● WHAT TO WORK ON:
Print the data below exactly, but only the lines from the one containing "position:relative; width:936px; height:486px;" down to the one containing "filter:drop-shadow(1px 0 #22223b)", inclusive.

───── RECORDED INFORMATION ─────

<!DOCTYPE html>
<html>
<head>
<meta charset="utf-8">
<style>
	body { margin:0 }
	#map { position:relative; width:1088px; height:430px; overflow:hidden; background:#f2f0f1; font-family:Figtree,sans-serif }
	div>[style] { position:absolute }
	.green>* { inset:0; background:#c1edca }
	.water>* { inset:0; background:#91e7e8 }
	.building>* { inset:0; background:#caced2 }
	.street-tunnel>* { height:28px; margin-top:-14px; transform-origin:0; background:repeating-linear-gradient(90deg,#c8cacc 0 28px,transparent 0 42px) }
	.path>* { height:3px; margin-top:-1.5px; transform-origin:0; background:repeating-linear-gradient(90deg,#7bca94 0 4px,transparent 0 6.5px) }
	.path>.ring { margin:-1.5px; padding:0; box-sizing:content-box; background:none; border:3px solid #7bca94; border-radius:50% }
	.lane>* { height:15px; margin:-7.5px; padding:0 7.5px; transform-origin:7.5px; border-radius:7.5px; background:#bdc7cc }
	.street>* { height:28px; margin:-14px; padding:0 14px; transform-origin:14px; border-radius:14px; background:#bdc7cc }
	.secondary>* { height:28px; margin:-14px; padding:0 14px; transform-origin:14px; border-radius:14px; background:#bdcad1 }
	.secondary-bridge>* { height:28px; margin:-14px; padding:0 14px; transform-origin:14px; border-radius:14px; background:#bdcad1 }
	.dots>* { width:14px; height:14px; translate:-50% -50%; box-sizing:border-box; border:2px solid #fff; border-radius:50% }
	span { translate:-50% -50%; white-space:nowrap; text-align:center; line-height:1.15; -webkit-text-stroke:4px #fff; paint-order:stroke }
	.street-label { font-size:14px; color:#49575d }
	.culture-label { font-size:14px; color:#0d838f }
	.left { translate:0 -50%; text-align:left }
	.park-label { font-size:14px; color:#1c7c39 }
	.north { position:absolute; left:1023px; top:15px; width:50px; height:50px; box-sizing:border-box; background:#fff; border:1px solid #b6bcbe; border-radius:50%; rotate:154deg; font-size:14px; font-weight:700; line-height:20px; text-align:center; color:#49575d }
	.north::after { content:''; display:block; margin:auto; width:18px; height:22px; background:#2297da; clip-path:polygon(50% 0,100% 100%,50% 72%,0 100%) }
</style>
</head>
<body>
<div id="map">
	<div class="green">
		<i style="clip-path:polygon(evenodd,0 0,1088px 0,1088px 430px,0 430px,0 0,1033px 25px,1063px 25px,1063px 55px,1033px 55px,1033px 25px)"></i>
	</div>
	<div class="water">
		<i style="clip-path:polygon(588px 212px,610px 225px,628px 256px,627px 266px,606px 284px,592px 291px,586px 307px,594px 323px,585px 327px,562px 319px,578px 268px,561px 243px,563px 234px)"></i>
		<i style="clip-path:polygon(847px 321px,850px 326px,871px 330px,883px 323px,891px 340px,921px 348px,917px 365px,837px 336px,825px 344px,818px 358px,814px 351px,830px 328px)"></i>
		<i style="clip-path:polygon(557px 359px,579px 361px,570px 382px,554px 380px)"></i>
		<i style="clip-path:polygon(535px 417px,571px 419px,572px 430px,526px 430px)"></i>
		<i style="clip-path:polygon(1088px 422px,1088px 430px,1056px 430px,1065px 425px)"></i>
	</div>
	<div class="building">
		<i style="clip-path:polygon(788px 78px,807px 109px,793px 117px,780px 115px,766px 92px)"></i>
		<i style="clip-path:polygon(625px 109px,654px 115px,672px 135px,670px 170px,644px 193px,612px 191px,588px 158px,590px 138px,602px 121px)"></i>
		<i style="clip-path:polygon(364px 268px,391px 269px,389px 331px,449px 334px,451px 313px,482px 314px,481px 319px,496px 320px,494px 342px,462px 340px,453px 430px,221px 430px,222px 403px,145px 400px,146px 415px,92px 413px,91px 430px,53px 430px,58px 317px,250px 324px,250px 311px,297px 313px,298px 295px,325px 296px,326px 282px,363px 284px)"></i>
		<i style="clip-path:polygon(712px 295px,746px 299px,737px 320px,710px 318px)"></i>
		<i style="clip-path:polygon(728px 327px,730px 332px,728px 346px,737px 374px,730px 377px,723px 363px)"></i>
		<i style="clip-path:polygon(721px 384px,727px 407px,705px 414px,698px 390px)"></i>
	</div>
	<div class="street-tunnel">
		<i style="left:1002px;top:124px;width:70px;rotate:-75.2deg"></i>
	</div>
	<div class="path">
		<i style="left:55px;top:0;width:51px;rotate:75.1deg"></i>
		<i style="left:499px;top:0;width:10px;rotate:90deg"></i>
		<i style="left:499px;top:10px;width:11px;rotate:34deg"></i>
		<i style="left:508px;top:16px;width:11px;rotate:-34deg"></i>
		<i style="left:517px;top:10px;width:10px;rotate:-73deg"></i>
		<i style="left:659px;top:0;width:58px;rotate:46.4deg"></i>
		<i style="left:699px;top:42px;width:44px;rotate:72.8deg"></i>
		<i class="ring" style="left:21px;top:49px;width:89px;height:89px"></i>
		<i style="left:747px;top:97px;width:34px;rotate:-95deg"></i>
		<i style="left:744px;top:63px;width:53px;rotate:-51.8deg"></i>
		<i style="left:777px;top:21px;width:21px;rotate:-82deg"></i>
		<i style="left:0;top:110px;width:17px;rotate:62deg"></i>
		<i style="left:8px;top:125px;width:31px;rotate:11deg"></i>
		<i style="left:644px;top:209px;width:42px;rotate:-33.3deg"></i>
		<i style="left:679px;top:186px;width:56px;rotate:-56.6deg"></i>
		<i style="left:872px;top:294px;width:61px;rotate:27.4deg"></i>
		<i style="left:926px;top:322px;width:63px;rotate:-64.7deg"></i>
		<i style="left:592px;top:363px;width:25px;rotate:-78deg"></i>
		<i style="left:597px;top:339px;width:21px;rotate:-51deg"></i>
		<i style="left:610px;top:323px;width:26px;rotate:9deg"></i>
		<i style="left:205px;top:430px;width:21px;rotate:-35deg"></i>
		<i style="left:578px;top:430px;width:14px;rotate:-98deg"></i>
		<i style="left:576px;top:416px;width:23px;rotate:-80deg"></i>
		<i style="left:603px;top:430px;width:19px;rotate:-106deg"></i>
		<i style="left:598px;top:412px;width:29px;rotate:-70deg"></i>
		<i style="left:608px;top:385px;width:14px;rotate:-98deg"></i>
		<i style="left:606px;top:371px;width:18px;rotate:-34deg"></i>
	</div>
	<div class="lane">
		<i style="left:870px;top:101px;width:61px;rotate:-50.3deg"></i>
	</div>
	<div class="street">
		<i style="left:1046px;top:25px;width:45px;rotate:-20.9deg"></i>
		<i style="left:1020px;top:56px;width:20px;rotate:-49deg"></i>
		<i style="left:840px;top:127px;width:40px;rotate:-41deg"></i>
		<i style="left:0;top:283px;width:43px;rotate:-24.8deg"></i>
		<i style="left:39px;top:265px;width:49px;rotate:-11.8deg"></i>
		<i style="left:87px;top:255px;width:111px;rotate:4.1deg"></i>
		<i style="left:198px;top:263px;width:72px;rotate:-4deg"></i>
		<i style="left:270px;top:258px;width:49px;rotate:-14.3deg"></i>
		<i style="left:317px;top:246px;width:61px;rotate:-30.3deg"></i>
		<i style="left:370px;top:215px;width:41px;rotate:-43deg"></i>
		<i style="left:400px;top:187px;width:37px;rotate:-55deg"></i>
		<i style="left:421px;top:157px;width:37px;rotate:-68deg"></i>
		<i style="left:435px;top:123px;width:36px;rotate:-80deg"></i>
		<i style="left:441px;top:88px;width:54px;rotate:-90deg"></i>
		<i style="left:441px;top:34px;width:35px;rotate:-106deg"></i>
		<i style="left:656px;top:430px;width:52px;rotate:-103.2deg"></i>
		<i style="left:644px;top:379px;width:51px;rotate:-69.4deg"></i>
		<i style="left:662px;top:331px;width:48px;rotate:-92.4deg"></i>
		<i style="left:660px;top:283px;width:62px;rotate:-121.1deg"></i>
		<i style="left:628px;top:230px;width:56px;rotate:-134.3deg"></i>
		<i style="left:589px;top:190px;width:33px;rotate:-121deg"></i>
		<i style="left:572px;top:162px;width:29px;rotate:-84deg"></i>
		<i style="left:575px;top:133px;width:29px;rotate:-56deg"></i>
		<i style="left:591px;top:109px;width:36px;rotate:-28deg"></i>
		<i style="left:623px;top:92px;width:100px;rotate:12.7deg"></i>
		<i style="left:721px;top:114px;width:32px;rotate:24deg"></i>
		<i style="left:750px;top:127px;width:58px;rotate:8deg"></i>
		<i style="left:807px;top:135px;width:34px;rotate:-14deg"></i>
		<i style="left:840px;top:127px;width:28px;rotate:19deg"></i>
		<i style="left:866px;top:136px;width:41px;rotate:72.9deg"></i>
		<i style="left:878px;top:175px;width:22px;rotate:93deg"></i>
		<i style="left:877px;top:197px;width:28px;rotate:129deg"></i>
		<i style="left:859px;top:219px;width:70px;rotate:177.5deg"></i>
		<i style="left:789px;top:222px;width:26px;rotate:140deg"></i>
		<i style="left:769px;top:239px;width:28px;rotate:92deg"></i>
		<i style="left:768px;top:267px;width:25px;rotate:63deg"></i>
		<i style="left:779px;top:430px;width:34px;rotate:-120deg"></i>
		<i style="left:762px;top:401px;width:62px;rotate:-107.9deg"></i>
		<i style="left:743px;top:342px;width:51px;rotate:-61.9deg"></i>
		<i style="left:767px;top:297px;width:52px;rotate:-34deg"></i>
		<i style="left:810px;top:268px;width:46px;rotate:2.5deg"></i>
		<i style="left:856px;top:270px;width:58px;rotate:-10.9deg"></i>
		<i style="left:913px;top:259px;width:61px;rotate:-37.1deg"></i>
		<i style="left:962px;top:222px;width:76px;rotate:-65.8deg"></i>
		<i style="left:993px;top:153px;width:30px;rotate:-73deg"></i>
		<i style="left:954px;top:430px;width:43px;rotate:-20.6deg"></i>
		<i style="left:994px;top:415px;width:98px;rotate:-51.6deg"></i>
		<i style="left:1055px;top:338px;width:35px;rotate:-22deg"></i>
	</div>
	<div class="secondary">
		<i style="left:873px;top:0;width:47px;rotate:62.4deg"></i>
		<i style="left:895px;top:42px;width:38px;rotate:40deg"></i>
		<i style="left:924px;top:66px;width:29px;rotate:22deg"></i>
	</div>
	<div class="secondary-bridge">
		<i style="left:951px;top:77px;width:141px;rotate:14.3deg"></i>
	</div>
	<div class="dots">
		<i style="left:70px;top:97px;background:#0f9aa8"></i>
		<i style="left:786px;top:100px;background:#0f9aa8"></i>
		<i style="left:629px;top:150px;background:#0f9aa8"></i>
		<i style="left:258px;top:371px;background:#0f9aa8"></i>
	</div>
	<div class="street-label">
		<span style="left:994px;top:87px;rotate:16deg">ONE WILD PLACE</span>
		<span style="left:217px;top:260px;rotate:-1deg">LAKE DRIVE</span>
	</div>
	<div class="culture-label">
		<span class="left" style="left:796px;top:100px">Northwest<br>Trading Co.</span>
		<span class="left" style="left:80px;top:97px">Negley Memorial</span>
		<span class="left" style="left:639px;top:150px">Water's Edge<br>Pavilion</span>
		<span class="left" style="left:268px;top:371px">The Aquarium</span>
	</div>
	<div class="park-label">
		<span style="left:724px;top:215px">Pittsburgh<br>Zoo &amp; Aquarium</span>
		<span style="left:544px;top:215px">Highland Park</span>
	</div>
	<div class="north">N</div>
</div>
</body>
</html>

─────
───── RECORDED INFORMATION ─────

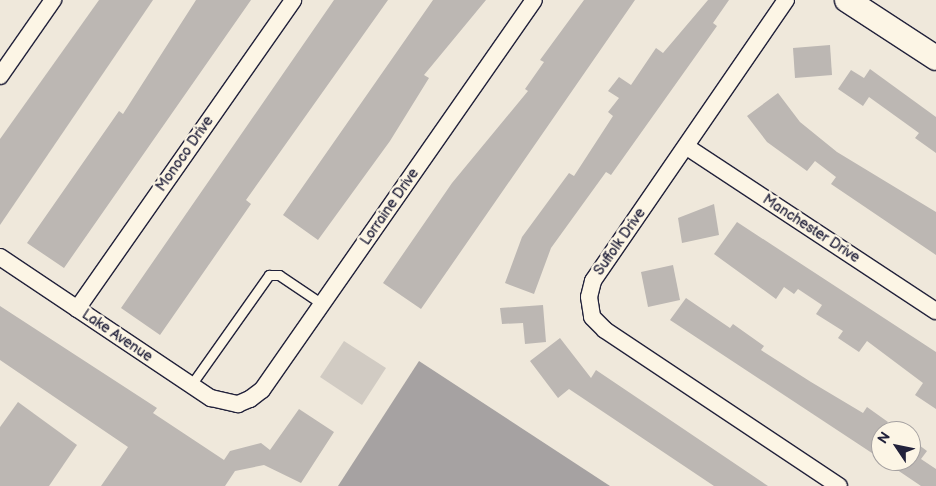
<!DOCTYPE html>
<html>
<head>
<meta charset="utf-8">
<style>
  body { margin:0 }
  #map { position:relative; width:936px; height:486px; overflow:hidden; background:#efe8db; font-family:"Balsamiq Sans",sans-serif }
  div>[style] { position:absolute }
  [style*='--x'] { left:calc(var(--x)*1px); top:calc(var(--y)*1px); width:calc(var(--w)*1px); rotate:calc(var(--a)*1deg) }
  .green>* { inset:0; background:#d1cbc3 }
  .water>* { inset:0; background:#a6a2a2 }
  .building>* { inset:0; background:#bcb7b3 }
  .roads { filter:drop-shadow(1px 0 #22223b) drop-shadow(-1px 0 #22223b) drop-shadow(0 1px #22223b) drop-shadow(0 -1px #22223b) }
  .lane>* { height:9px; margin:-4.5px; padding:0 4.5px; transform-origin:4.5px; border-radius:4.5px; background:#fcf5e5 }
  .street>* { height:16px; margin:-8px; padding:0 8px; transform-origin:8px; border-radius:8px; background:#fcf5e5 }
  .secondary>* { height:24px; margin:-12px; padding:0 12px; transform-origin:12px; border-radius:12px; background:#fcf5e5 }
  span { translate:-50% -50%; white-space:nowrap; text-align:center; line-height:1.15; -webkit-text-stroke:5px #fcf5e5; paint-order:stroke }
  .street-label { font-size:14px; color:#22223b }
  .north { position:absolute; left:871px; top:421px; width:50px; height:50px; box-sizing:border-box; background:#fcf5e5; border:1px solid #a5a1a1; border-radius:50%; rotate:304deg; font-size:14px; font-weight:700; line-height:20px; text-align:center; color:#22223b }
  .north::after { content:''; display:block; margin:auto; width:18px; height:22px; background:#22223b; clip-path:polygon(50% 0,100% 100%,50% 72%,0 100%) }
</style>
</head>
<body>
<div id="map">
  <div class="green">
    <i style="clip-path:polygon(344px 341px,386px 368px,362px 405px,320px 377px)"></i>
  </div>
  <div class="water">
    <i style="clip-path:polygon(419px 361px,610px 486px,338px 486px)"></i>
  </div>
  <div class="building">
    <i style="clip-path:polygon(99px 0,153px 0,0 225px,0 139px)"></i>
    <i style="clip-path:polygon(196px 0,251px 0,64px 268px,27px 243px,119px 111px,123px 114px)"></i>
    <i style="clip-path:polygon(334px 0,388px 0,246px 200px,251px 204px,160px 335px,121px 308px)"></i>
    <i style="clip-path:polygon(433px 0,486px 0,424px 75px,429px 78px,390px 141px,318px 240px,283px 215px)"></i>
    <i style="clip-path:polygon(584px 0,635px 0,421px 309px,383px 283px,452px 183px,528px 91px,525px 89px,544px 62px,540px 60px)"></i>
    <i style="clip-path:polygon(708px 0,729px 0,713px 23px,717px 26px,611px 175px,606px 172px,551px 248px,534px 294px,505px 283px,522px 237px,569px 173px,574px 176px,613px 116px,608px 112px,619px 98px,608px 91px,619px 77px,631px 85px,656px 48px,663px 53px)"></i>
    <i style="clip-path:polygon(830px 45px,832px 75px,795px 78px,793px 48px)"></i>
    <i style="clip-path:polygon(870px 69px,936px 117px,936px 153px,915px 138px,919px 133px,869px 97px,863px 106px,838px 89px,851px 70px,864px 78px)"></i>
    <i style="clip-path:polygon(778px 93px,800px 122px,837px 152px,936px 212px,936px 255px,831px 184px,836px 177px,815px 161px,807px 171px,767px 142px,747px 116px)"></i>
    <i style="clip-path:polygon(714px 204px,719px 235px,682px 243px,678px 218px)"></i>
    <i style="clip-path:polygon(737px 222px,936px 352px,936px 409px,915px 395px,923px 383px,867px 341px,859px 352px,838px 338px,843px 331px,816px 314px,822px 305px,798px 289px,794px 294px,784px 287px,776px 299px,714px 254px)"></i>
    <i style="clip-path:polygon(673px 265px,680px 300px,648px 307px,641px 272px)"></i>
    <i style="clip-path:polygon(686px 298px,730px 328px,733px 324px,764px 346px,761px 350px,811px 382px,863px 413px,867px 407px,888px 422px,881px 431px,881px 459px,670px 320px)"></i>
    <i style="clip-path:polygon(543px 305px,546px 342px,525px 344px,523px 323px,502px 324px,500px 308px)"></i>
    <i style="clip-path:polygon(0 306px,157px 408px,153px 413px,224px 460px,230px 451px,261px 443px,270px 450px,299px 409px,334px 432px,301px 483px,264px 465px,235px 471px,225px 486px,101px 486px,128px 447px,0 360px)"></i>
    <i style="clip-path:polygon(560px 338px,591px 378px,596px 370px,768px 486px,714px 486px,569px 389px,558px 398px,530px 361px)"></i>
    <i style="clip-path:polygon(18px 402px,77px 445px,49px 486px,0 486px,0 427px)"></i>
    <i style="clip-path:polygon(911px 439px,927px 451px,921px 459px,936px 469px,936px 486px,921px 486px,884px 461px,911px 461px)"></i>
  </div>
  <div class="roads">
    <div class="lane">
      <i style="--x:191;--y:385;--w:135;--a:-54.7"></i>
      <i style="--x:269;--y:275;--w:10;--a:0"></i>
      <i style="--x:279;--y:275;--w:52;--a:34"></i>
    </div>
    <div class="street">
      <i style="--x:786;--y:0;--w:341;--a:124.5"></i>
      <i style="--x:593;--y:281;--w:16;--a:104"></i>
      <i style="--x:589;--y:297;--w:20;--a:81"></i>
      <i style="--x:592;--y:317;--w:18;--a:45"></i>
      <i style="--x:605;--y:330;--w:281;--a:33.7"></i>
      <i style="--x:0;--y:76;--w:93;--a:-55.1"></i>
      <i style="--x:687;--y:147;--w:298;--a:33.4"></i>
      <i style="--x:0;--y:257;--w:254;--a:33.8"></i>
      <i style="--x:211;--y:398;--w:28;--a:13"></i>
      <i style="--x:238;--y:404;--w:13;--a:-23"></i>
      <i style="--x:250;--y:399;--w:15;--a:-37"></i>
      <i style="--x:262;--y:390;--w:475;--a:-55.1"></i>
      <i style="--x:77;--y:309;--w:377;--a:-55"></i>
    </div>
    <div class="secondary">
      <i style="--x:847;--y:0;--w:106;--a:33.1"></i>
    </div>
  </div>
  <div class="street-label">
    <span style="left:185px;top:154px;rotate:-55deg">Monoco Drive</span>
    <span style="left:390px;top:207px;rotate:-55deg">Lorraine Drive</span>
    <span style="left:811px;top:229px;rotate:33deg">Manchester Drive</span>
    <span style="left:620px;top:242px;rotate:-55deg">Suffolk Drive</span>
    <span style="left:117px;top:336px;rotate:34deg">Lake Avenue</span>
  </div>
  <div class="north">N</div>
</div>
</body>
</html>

─────

● ANSWER SPACE:
  #map { position:relative; width:936px; height:486px; overflow:hidden; background:#efe8db; font-family:"Balsamiq Sans",sans-serif }
  div>[style] { position:absolute }
  [style*='--x'] { left:calc(var(--x)*1px); top:calc(var(--y)*1px); width:calc(var(--w)*1px); rotate:calc(var(--a)*1deg) }
  .green>* { inset:0; background:#d1cbc3 }
  .water>* { inset:0; background:#a6a2a2 }
  .building>* { inset:0; background:#bcb7b3 }
  .roads { filter:drop-shadow(1px 0 #22223b) drop-shadow(-1px 0 #22223b) drop-shadow(0 1px #22223b) drop-shadow(0 -1px #22223b) }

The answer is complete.